DATA TO USE –
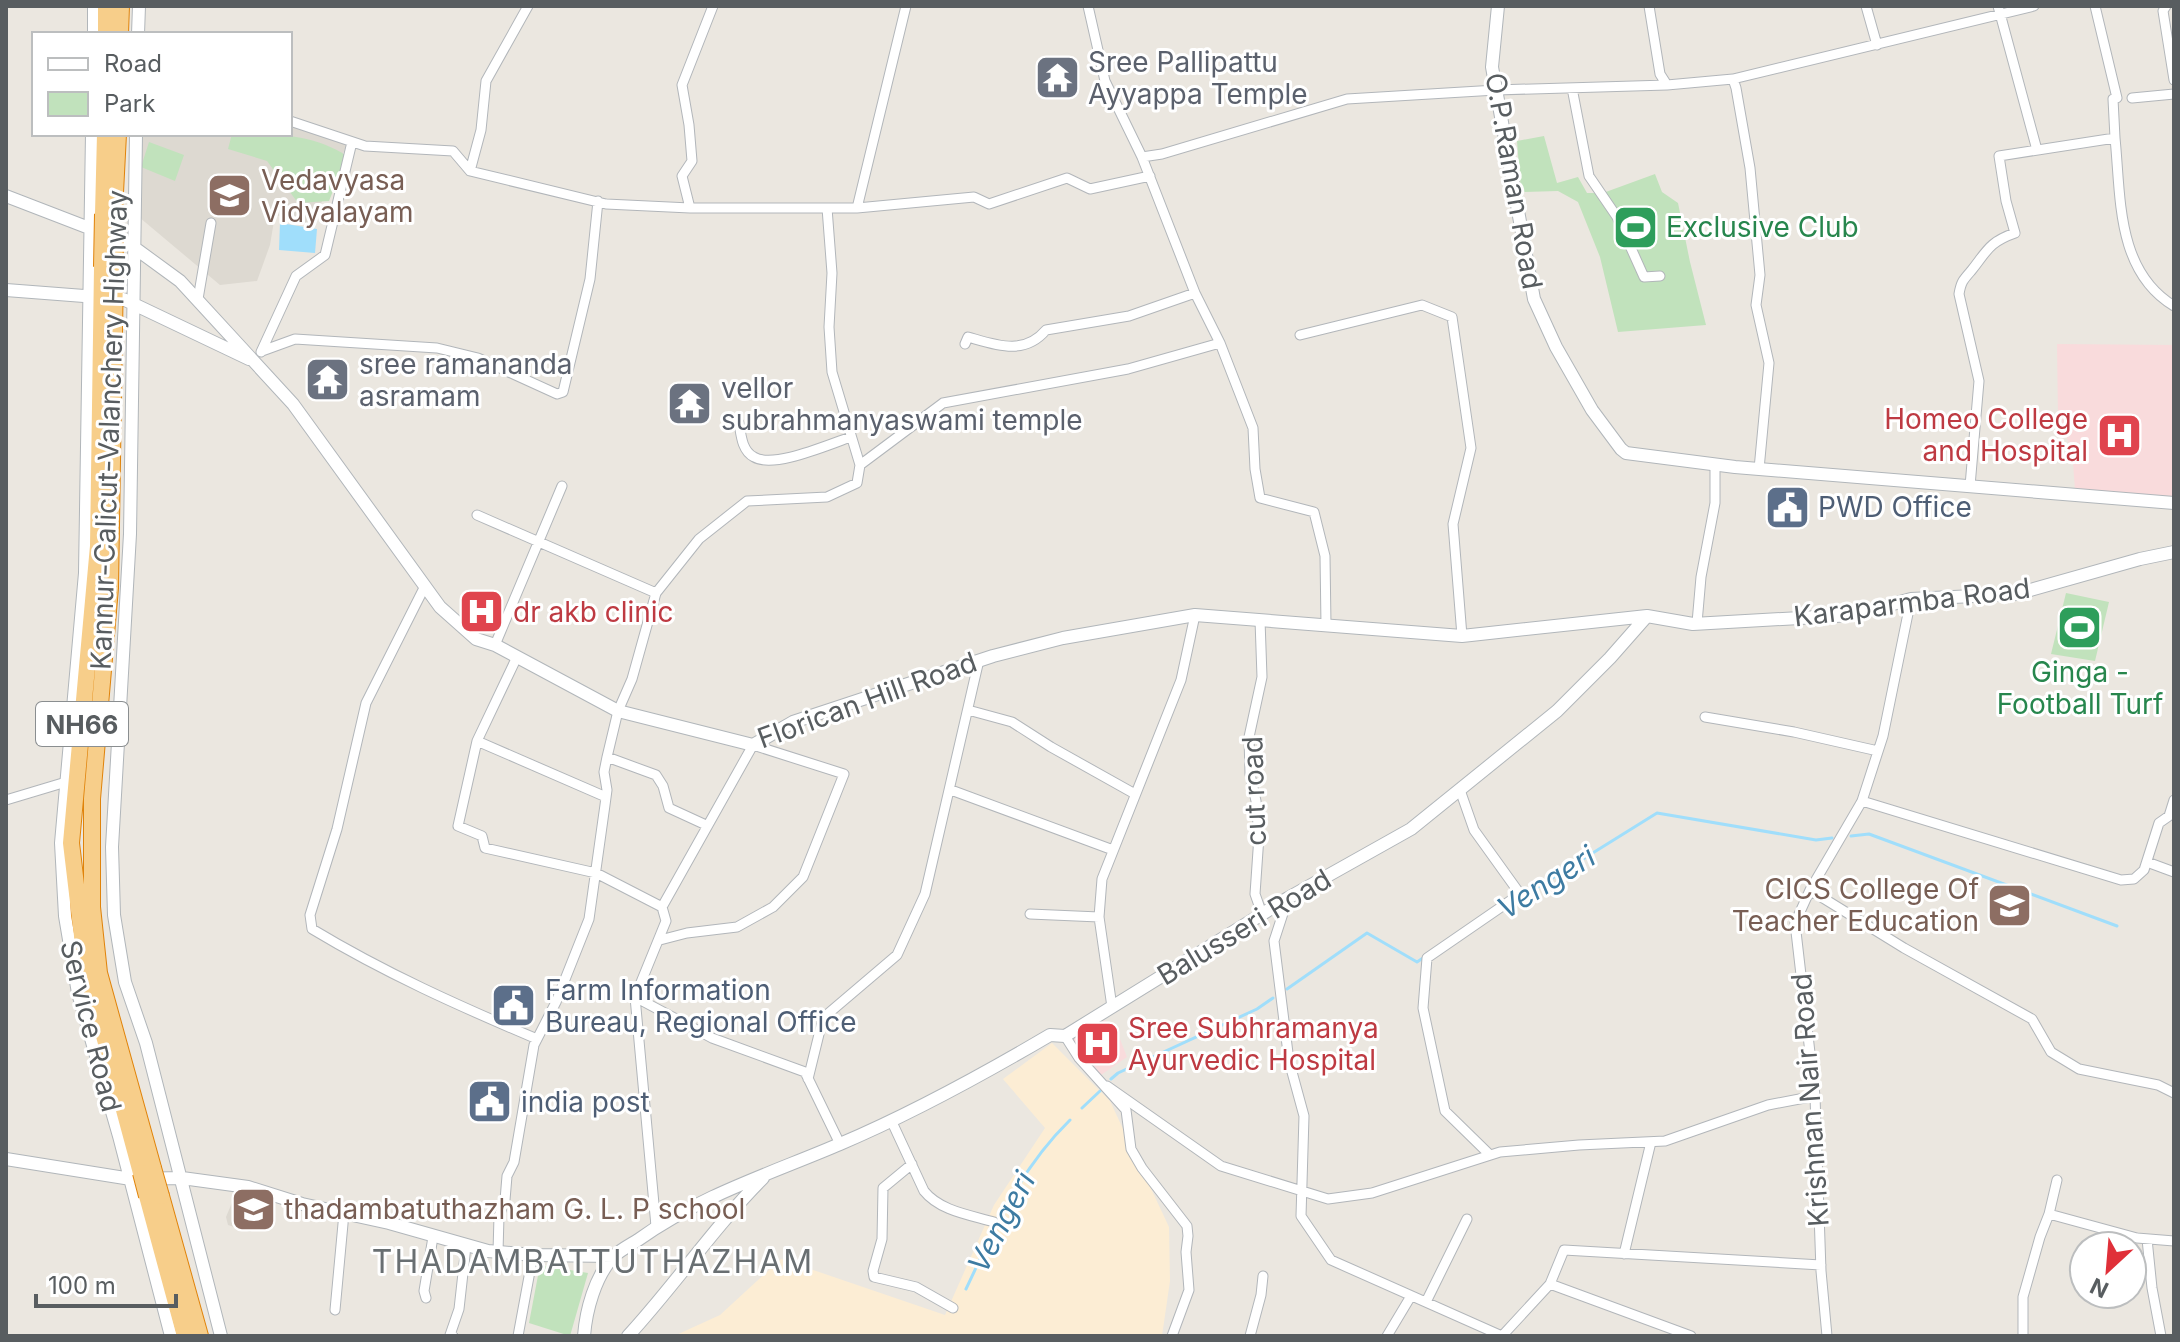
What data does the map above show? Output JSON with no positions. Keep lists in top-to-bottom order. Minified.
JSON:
{"streets":{"highway":["Kannur-Calicut-Valanchery Highway","NH66"],"street":["O.P.Raman Road","Karaparmba Road","Florican Hill Road","cut road","Balusseri Road","Service Road","Krishnan Nair Road"]},"crossings":[["Kannur-Calicut-Valanchery Highway","NH66"],["Kannur-Calicut-Valanchery Highway","Service Road"],["Karaparmba Road","Florican Hill Road"],["Karaparmba Road","Balusseri Road"],["Karaparmba Road","Krishnan Nair Road"],["Florican Hill Road","cut road"],["Florican Hill Road","Balusseri Road"],["Florican Hill Road","Service Road"],["cut road","Balusseri Road"]],"districts":["THADAMBATTUTHAZHAM"],"water":["Vengeri"],"places":{"temple":["Sree Pallipattu Ayyappa Temple","sree ramananda asramam","vellor subrahmanyaswami temple"],"school or university":["Vedavyasa Vidyalayam","CICS College Of Teacher Education","thadambatuthazham G. L. P school"],"sports":["Exclusive Club","Ginga - Football Turf"],"hospital":["Homeo College and Hospital","dr akb clinic","Sree Subhramanya Ayurvedic Hospital"],"public building":["PWD Office","Farm Information Bureau, Regional Office","india post"]},"legend":["Road","Park"],"scale_bar":"100 m","north":"bottom left"}
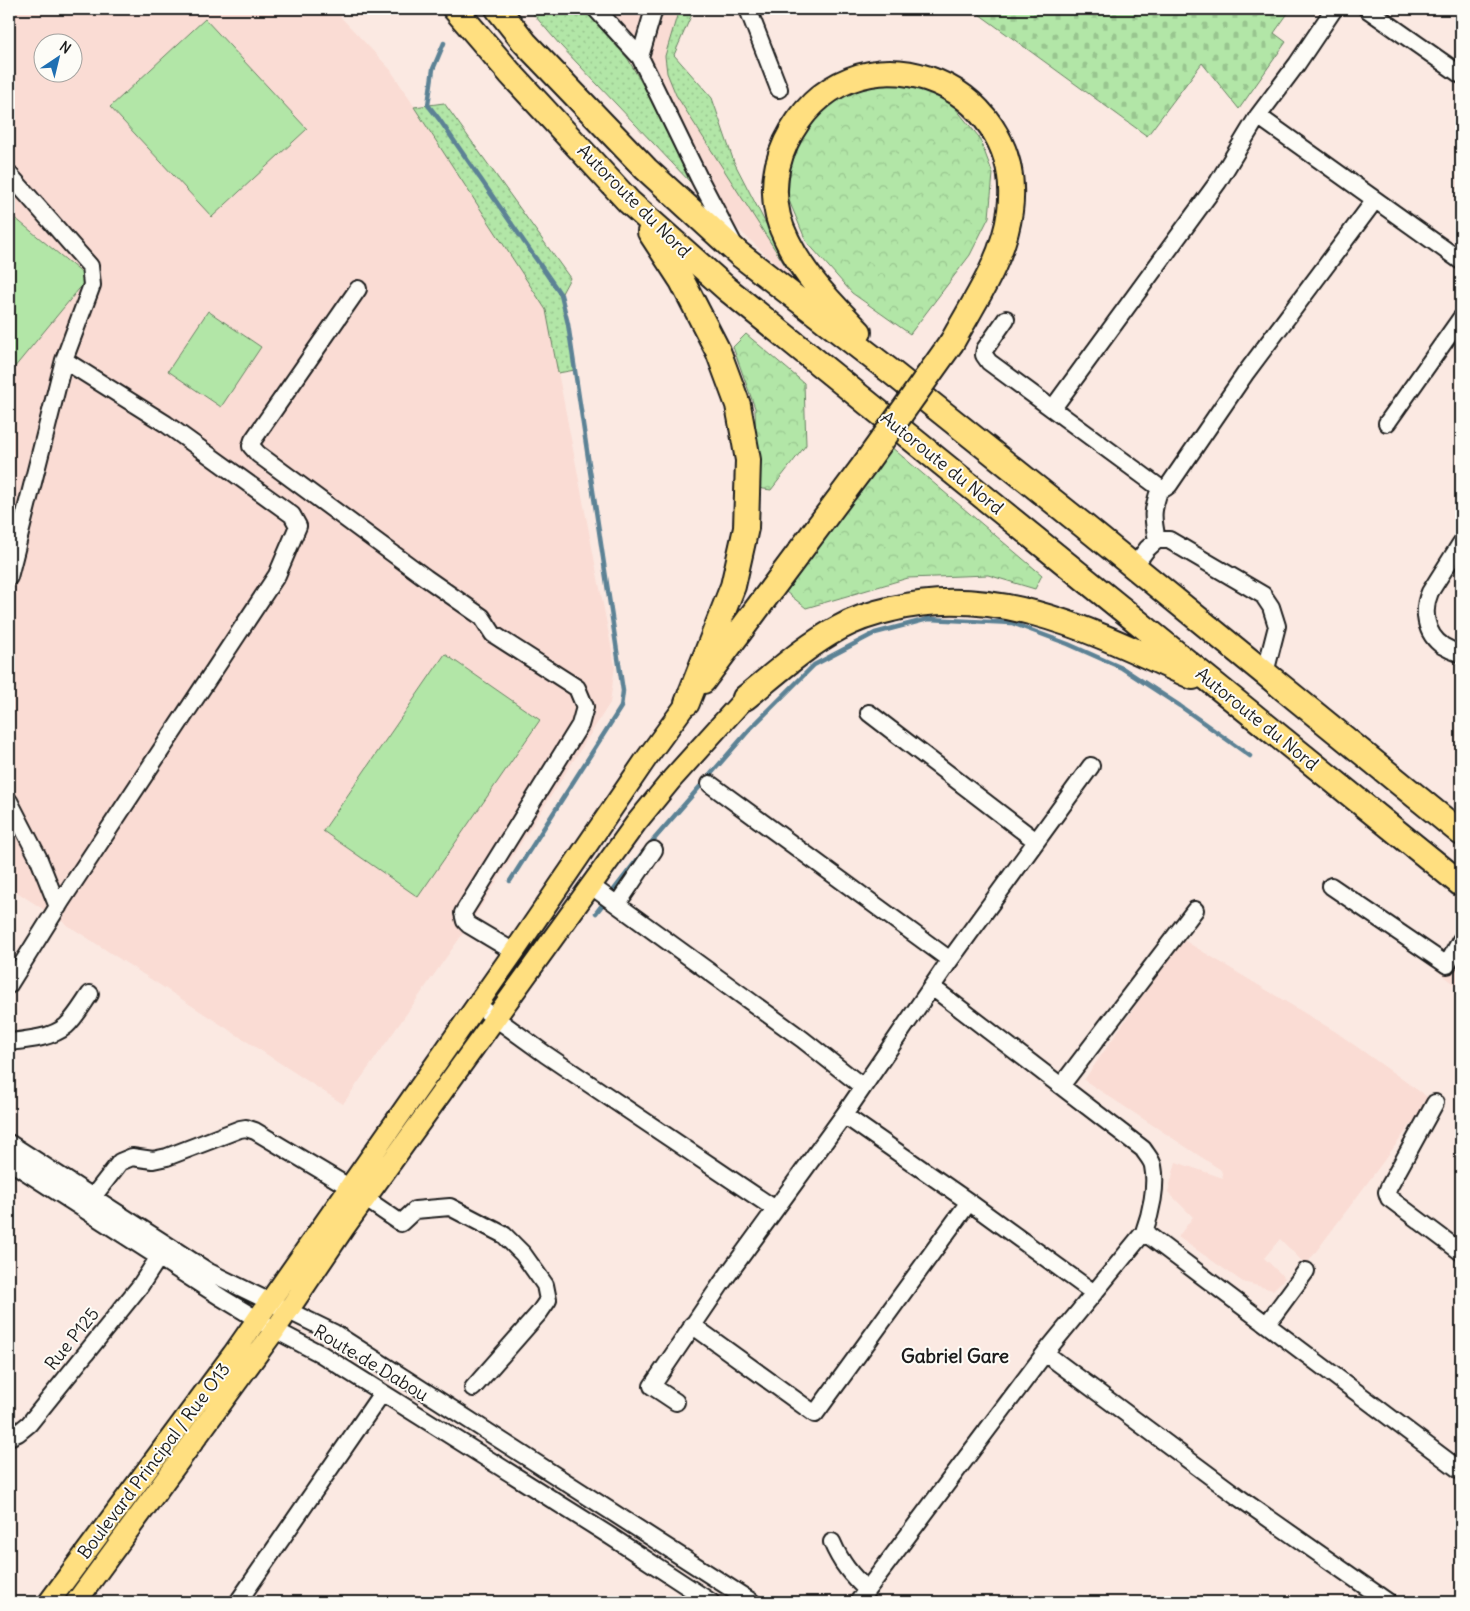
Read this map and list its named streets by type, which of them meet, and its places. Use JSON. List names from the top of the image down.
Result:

TASK TO COMPLETE – Your answer must be the lines from the one containing "Read this map" to the last line of the entries, repeated exactly and with nothing else.

RESPONSE TO THIS TASK –
Read this map and list its named streets by type, which of them meet, and its places. Use JSON. List names from the top of the image down.
Result:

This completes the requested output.